Usura, pestaggi e ricatti: ecco la Gomorra veneta

La trascrizione delle intercettazioni non è sufficiente a far respirare il clima di terrore trapiantato in Veneto dai camorristi di Gomorra. In una delle oltre 400 pagine di ordinanza di custodia a carico di 29 persone, preparata dal gip Luca Marini su richiesta del pm antimafia Roberto Terzo, accanto al virgolettato riferito ai carnefici casalesi e ai vari piccoli imprenditori a cui stava per essere sfilata una vita di sacrifici a colpi di prestiti ad usura, estorsioni, minacce e botte, i carabinieri di Vicenza e il Dipartimento investigativo antimafia di Padova hanno ritenuto opportuno aggiungere una nota: «Vengono registrati gli inconfondibili rumori degli schiaffi».
Il capo della banda era Mario Crisci, il dottore, come lo chiamavano tutti. Poi, gerarchicamente, si scendeva in una struttura piramidale che passava per i contabili, tra cui un commercialista vicentino, fino ai manovali, i picchiatori, compreso un albanese che metteva paura solo a vederlo. Lo schema d’ingresso in Veneto ci ha pensato la crisi economica a disegnarlo: piccole imprese indebitate e decotte, debiti che crescono, banche che non finanziano e camorristi che si presentano con pacchi di soldi disposti ad «aiutare» imprenditori che, spinti dalla disperazione, accettano di consegnarsi mani e piedi a un gioco di usura a tassi folli, fino al 200%, che ha come obiettivo finale la cessione delle quote societarie e l’inserimento nei gangli vitali dell’economia del Nord-est da parte della malavita.
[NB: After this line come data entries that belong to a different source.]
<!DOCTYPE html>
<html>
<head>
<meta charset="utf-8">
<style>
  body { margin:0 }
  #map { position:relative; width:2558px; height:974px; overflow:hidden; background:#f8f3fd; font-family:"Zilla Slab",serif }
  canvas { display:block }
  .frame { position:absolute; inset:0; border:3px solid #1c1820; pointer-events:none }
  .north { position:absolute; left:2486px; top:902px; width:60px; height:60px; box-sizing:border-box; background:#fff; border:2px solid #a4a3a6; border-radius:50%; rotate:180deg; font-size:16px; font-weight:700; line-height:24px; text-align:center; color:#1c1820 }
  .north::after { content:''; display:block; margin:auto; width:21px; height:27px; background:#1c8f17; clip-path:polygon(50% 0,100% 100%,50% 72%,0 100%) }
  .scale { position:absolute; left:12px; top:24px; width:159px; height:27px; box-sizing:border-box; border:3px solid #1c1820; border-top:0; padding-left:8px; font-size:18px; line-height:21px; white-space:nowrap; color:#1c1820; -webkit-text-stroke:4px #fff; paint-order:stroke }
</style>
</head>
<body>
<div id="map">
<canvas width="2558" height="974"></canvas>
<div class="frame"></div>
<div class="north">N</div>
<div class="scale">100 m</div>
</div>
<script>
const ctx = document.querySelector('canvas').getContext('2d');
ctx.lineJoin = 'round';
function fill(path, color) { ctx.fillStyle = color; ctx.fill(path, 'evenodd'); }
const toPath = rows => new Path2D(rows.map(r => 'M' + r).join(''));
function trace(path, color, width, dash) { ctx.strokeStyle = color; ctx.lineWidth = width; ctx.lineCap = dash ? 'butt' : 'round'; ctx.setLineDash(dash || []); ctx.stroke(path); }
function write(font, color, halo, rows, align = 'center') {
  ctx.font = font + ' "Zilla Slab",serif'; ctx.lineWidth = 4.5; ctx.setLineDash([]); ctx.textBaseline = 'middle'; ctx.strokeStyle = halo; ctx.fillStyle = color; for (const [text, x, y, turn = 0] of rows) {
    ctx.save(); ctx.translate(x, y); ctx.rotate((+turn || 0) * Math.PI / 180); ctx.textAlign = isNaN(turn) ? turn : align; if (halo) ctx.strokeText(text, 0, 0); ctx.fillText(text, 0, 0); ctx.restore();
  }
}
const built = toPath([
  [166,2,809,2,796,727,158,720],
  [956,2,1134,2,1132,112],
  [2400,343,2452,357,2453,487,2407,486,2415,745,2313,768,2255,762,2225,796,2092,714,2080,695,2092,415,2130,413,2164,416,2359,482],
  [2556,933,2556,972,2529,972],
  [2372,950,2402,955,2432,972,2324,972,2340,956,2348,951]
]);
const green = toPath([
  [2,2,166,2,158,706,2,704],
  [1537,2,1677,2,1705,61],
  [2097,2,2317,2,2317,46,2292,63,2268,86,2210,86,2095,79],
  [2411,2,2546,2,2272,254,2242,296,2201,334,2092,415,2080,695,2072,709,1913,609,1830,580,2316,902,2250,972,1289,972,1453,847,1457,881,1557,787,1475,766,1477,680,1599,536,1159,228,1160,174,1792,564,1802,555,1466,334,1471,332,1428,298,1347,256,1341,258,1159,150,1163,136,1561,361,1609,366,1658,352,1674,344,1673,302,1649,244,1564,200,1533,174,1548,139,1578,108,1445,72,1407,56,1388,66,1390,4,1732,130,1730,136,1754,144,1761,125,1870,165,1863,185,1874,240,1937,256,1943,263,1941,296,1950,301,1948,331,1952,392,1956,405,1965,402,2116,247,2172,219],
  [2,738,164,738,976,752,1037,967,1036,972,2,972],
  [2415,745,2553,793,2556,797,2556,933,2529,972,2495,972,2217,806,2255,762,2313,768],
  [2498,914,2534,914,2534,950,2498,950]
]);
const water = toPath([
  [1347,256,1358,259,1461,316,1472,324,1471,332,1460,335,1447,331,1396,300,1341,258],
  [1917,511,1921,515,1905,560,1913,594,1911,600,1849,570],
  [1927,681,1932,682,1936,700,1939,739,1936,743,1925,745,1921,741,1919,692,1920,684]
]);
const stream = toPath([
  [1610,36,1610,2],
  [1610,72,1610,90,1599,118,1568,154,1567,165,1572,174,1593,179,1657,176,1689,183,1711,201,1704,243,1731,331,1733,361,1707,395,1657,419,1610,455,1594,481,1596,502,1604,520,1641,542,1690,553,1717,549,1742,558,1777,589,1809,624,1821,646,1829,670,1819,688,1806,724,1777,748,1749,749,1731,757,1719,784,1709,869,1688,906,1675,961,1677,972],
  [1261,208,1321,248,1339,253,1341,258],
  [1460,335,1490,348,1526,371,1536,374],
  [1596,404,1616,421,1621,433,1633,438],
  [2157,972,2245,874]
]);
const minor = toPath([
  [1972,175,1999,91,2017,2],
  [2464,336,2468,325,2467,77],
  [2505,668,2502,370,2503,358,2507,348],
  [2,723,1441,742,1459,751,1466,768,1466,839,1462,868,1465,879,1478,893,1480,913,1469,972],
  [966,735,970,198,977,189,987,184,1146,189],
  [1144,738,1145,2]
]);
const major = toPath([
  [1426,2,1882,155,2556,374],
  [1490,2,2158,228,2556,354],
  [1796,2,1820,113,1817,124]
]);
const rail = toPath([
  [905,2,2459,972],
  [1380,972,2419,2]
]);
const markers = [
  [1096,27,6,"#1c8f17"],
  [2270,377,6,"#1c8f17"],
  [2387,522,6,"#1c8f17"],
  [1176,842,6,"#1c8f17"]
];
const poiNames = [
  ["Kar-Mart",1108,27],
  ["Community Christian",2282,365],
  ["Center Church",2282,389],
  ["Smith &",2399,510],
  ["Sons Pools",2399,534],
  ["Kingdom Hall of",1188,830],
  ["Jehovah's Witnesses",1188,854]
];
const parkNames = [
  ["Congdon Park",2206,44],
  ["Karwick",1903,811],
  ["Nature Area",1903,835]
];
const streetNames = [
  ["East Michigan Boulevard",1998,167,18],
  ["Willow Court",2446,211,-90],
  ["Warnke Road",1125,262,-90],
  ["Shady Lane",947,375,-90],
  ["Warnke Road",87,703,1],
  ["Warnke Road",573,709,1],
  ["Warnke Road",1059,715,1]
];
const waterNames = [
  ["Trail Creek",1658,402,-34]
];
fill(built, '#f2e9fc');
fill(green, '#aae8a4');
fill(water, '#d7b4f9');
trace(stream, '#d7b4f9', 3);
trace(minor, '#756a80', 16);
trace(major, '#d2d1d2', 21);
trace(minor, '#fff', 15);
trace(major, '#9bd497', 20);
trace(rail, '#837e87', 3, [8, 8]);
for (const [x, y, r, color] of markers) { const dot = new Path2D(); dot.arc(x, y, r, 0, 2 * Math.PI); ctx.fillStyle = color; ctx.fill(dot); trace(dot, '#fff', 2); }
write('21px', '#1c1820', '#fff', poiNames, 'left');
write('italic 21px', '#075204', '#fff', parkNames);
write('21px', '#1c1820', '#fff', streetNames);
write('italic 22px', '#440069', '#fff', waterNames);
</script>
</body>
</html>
«Devo fargli uscire la merda di bocca - grida un delinquente parlando col capo Crisci -. Te lo giuro su mio figlio Mario, è anno nuovo... ti ho giurato sui miei figli che prenderanno le botte tutti, ora ti faccio il film di B. mentre Alessandro gli schiatta la testa, non ti preoccupare». Non saranno purtroppo parole a vanvera. Alberto B., padovano, è uno degli imprenditori che proverà sulla propria pelle cosa vuol dire non riuscire a pagare i criminali. «Ricomincia daccapo - ordina Crisci al telefono a un picchiatore dopo una prima razione di botte - perché questo non ha capito proprio niente. Rispiegaglielo un’altra volta e me lo ripassi, dopo che lo hai rifatto me lo ripassi. Dai comincia... fai cominciare Alessandro (un altro picchiatore) divertitevi un po’...».
È qui che i carabinieri annotano il rumore degli schiaffi. Piovono minacce anche per i familiari e a quel punto, al telefono, il povero imprenditore arriva a supplicare il «dottore»: «Mario, ascolta, ve lo chiedo in ginocchio che ho ancora bisogno di qualche giorno... la prossima settimana i soldi ve li do». È una tattica già usata per molte altre imprese: nessuno riesce a pagare simili interessi e, alla fine, non resta che mettersi d’accordo cedendo le quote societarie. Anche perché, di fronte alle preghiere del malcapitato, il capo della banda risponde senza pietà: «Se non vai al lavoro Alessandro ti viene a cercare. Tu sai quante pagine di precedenti ha?». E piuttosto di subire altri pestaggi, piuttosto di mettere a repentaglio la vita e la serenità dei familiari, ecco che Gomorra fa il suo ingresso in società.

I capitali costituiti con i proventi dell’attività criminosa vengono iniettati in queste imprese defunte, che riprendono miracolosamente vita e s’insinuano nel tessuto economico sano del Veneto, alterando appalti, facendo saltare il banco.